> _PROBLEM DETAILS_
Each line below is to be repeated exactly; any picture is to be left out.

___ AVAILABLE DATA ___

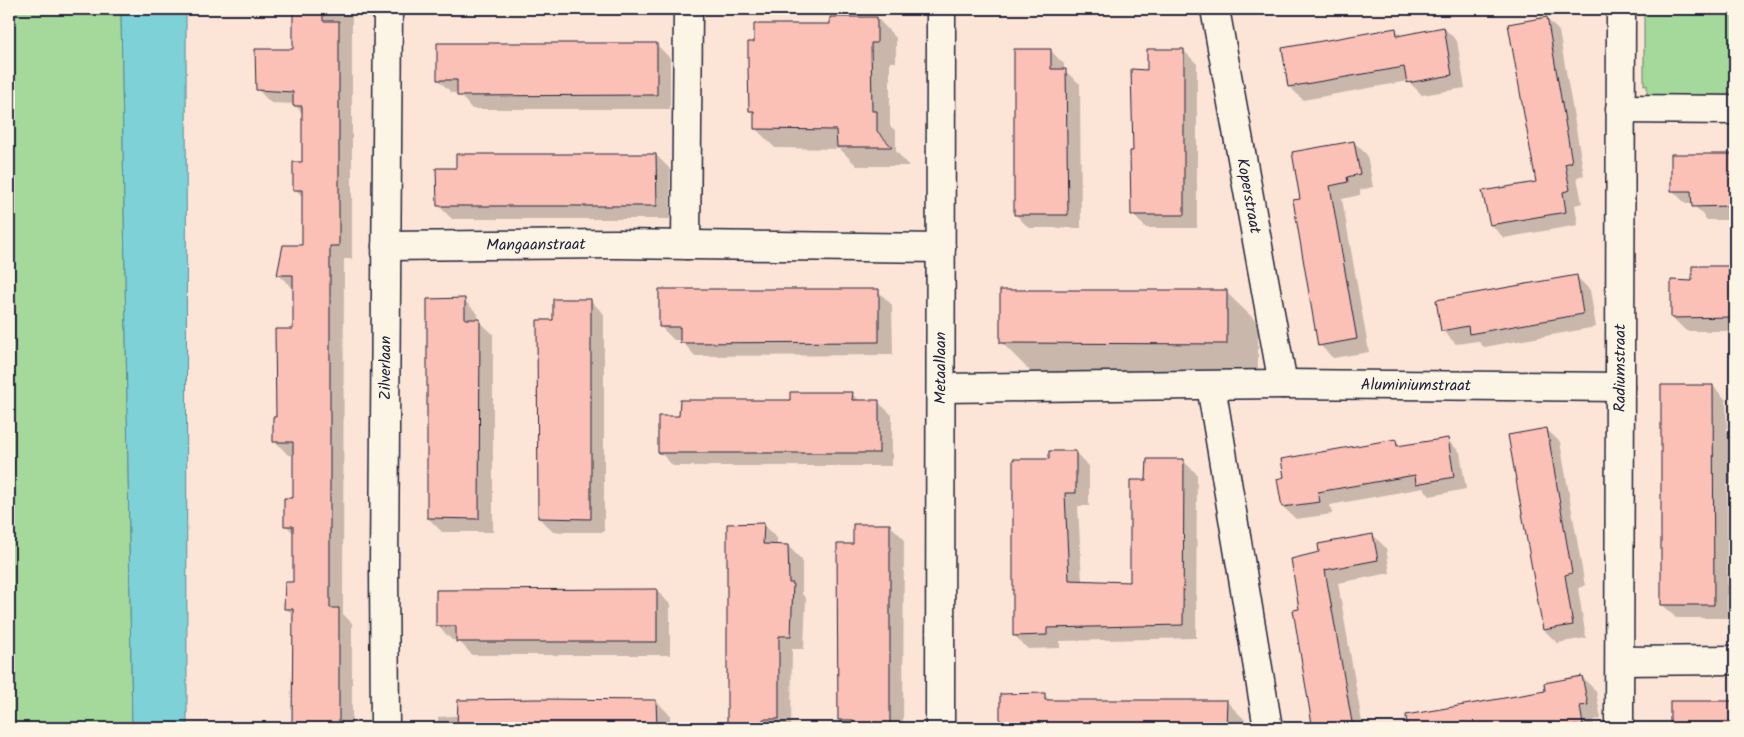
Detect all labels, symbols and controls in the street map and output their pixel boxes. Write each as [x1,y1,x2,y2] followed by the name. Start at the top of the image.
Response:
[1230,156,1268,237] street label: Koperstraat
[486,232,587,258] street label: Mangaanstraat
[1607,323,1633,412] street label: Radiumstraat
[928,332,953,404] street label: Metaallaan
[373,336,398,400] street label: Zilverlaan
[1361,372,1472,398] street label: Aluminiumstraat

___

> _WRITTEN RESPONSE_
Detect all labels, symbols and controls in the street map and output their pixel boxes. Write each as [x1,y1,x2,y2] followed by the name. Start at the top of the image.
Response:
[1230,156,1268,237] street label: Koperstraat
[486,232,587,258] street label: Mangaanstraat
[1607,323,1633,412] street label: Radiumstraat
[928,332,953,404] street label: Metaallaan
[373,336,398,400] street label: Zilverlaan
[1361,372,1472,398] street label: Aluminiumstraat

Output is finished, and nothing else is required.